Independence Part 2

In terms of integrity, respect for the rule of law, and general political skill as displayed in recent weeks, I think it is fair to say the administration has already lost the 2016 Legislative Council elections. It has certainly abandoned the moral high ground without putting up much of a fight.

The extraordinarily clumsy effort to bar certain candidates from even standing in the polls due early next month will probably backfire. It will at a minimum engender ill feeling that will endure for months or years even among the vast majority who agree that the idea of independence for Hong Kong is a complete non-starter. Stand by for more complaints of an obstructive LegCo.

While some aspects of the latest saga have featured prominently in the media, other details of our administrative machinery may not have captured their due share of attention. Take for example the fact that the majority of civil servants involved in administering our elections are volunteers whose full time job is something completely different. Only a small minority are engaged full time in the politics and mechanics of the elections. Normal practice in the run-up to an electoral cycle is for a circular to be issued within the civil service inviting people to take part in extra duties. Many do volunteer, out of a sense of public spiritedness, a desire to be part of an important event, and perhaps for some a wish to draw the small additional allowances payable.

Whatever their motive for joining in, all those whose application is approved are then given copious notes on what to do, supplemented by a special briefing given by senior officials. It is ludicrous to suppose that a number of Returning Officers, spontaneously, simultaneously and separately on their own initiative, began to challenge the application papers submitted by some candidates. Of course they didn’t, they were instructed to do so at the oral briefing supplemented by the no doubt carefully worded detailed written instructions.

The important point is that someone within the administration actually raised the question "how can we stop these candidates registering for the poll", then worked out possible administrative actions, then prepared an action plan and drew up detailed instructions for others to implement. Who issued these instructions and on what authority? To whom belonged that black hand? Someone from the Constitutional and Mainland Affairs Bureau or the Electoral Affairs Commission? Or perhaps – shock, horror -- it wasn’t anyone associated with Tamar at all.

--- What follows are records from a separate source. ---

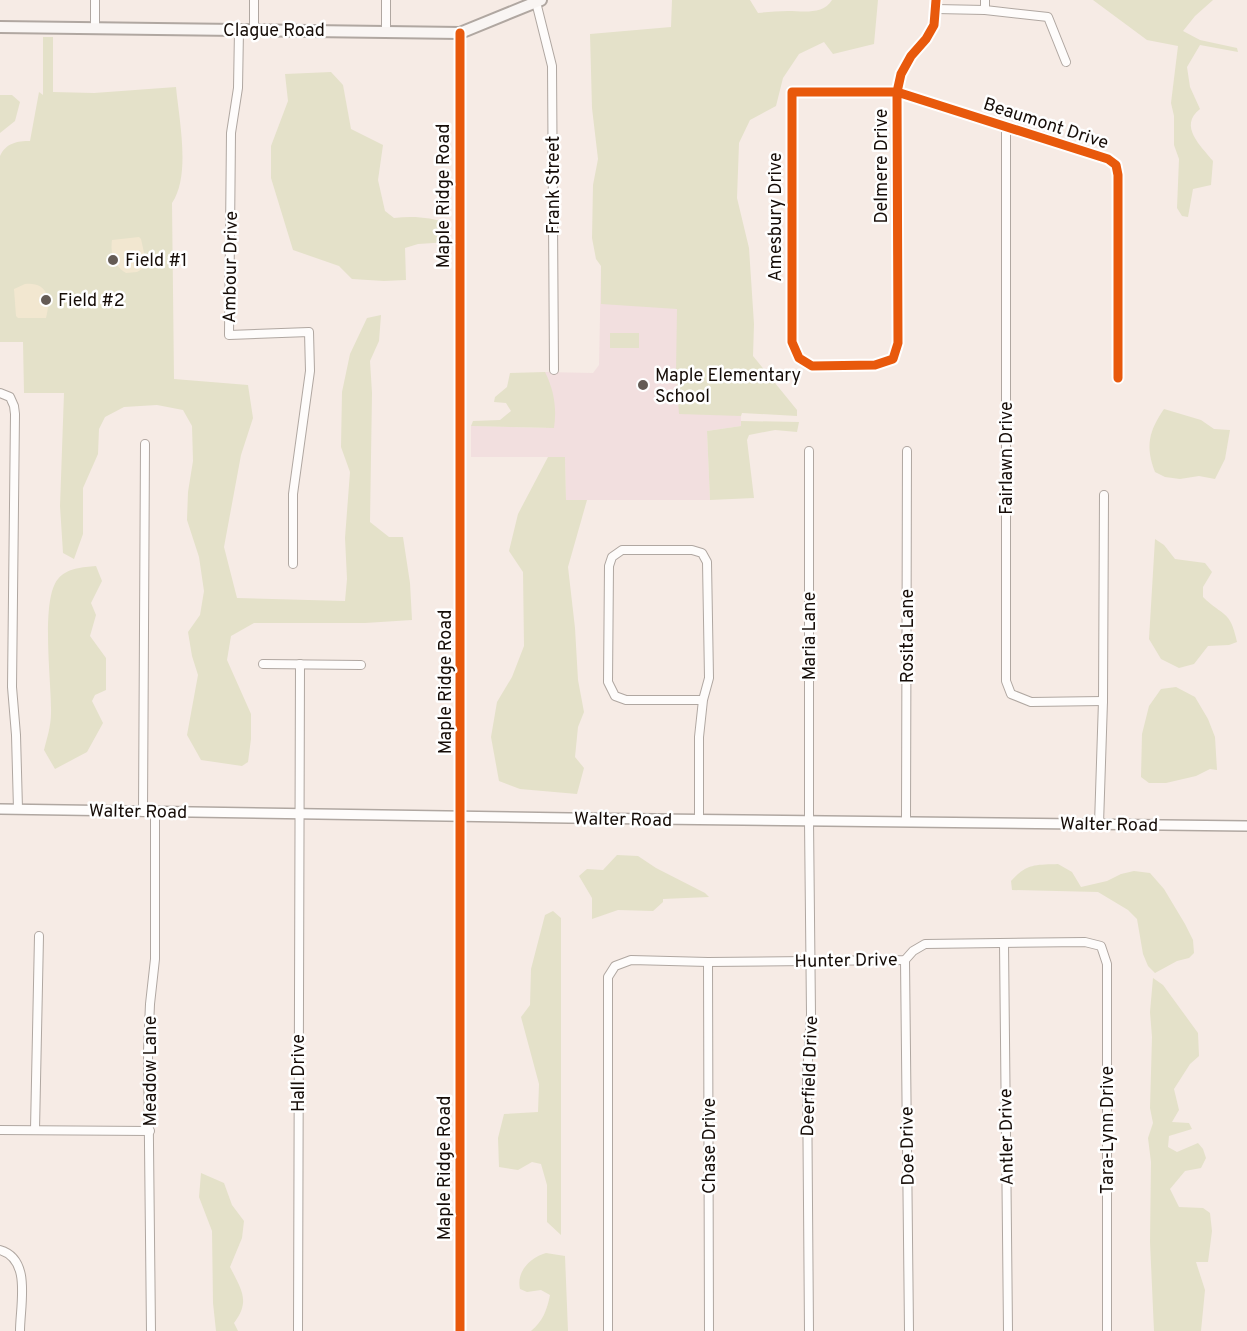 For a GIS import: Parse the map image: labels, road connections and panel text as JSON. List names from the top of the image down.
{
  "streets": {
    "main road": ["Clague Road"],
    "street": [
      "Beaumont Drive",
      "Delmere Drive",
      "Frank Street",
      "Maple Ridge Road",
      "Amesbury Drive",
      "Ambour Drive",
      "Fairlawn Drive",
      "Maria Lane",
      "Rosita Lane",
      "Walter Road",
      "Hunter Drive",
      "Meadow Lane",
      "Hall Drive",
      "Deerfield Drive",
      "Tara-Lynn Drive",
      "Antler Drive",
      "Chase Drive",
      "Doe Drive"
    ]
  },
  "crossings": [
    ["Clague Road", "Frank Street"],
    ["Clague Road", "Maple Ridge Road"],
    ["Clague Road", "Ambour Drive"],
    ["Beaumont Drive", "Delmere Drive"],
    ["Beaumont Drive", "Amesbury Drive"],
    ["Beaumont Drive", "Fairlawn Drive"],
    ["Delmere Drive", "Amesbury Drive"],
    ["Maple Ridge Road", "Walter Road"],
    ["Maria Lane", "Walter Road"],
    ["Maria Lane", "Deerfield Drive"],
    ["Rosita Lane", "Walter Road"],
    ["Walter Road", "Meadow Lane"],
    ["Walter Road", "Hall Drive"],
    ["Walter Road", "Deerfield Drive"],
    ["Hunter Drive", "Deerfield Drive"],
    ["Hunter Drive", "Tara-Lynn Drive"],
    ["Hunter Drive", "Antler Drive"],
    ["Hunter Drive", "Chase Drive"],
    ["Hunter Drive", "Doe Drive"]
  ],
  "places": ["Field #1", "Field #2", "Maple Elementary School"]
}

All candidates are required to sign a form confirming support for the Basic Law and loyalty to Hong Kong. The first of the new blocking tactics was to invent an additional form selecting certain Basic Law clauses and requiring specific confirmation that the candidate accepted them, in particular that the SAR was an inalienable part of China. This proved to be a damp squib as all the pan democrats declined to sign it on the grounds that it was superfluous and unconstitutional. The legal basis of the new form was so weak that the administration backed off. The political damage of proceeding with an election without any opposition at all was deemed too serious, and even the muppets in overall charge could understand that.

Attention then turned to the "sincerity" of those pledging support for the Basic Law. Civil servants were being asked to assess whether all the candidates really meant it. This is not a judgement they should have been asked to make: it represents politicisation of the civil service. Some candidates could indeed say, in good faith, well look I accept the Basic Law as it is now, but there are also clauses providing for amendment and I would like to trigger those clauses because I think we can make Hong Kong a better place if we introduce some changes. As a fallback, some could even say "even if I advocated complete independence before, I am entitled to change my mind".

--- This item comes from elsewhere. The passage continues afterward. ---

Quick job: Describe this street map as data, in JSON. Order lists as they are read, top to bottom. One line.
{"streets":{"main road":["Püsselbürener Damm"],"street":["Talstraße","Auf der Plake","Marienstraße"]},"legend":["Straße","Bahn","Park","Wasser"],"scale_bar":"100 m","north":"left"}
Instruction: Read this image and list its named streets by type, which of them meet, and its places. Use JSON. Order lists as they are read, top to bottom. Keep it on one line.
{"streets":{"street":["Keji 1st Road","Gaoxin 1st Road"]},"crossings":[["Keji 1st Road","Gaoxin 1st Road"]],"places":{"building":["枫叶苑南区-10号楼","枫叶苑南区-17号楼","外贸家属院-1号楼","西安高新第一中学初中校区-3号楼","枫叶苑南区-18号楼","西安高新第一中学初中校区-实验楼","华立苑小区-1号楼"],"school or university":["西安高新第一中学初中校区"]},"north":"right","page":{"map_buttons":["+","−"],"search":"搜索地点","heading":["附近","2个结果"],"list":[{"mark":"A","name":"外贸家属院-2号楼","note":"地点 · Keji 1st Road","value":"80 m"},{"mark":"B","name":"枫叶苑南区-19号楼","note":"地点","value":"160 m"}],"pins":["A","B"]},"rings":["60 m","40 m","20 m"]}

It is at this point our Secretary for Justice Rimsky Yuen took upon himself a starring role. He advised that Returning Officers were entitled to draw on past comments by the potential candidates in social media, or in public speeches and media comments, to rule them in or out and could ignore any expression of change of heart.

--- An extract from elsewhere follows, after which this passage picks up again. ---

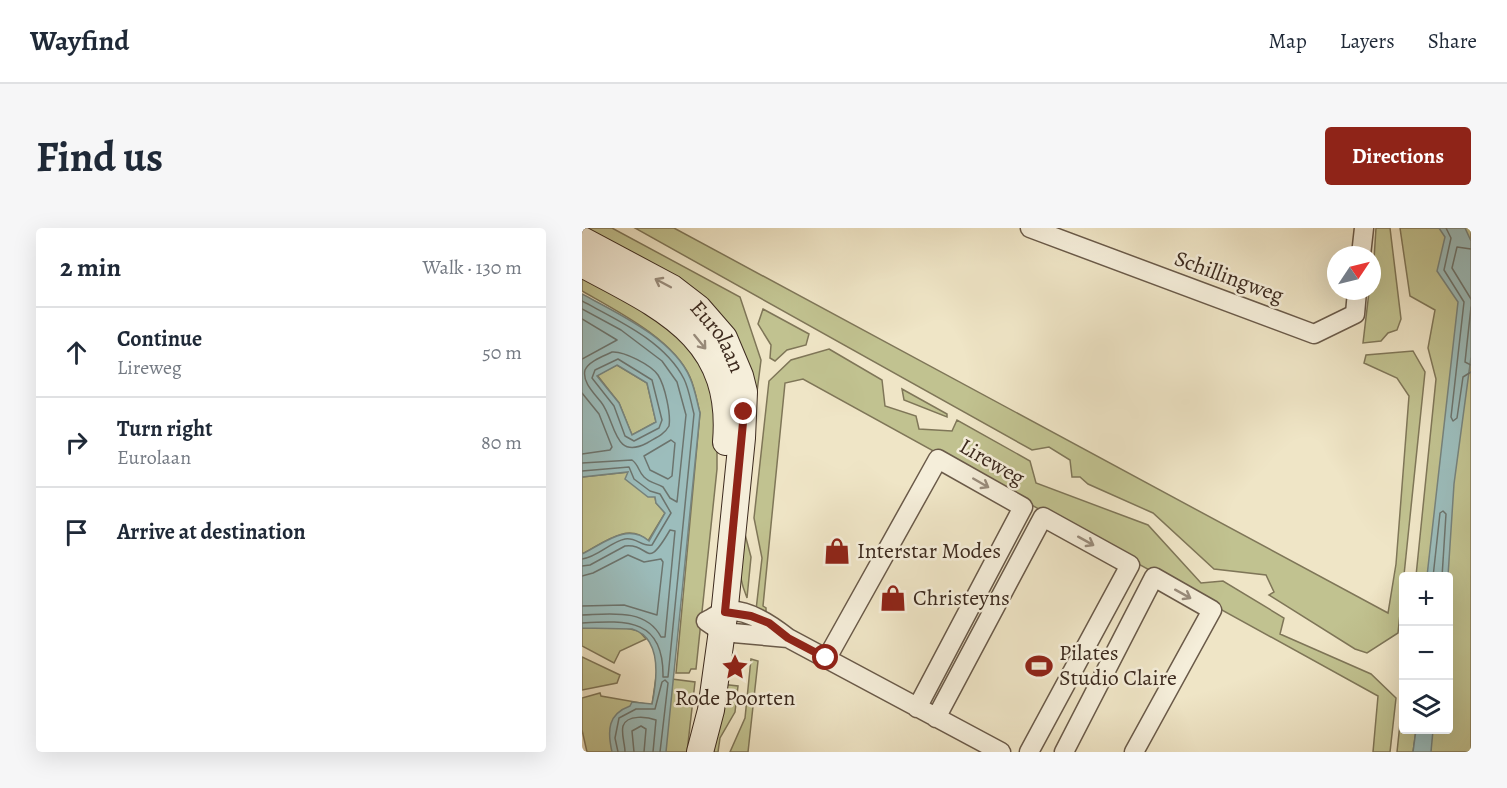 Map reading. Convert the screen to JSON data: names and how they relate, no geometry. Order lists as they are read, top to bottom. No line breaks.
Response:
{"streets":{"main road":["Eurolaan"],"street":["Schillingweg","Lireweg"]},"places":{"shop":["Interstar Modes","Christeyns"],"sports":["Pilates Studio Claire"],"place":["Rode Poorten"]},"north":"top right","page":{"header":"Wayfind","nav":["Map","Layers","Share"],"buttons":"Directions","title":"Find us","heading":["2 min","Walk · 130 m"],"list":[["Continue","Lireweg","50 m"],["Turn right","Eurolaan","80 m"],"Arrive at destination"],"map_buttons":["+","−"]}}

There is a special technical expression to describe legal advice of this sort: "not worth the paper it is printed on" or "rubbish" for short.

The proper way of dealing with candidates holding outlandish views is to leave it to the voters to make a judgement. Even if one or two squeak through in the first instance, they will soon be exposed and fall out of favour. Rejecting them up front on spurious legal grounds simply turns political lightweights into heavyweight martyrs. Was that really the intention?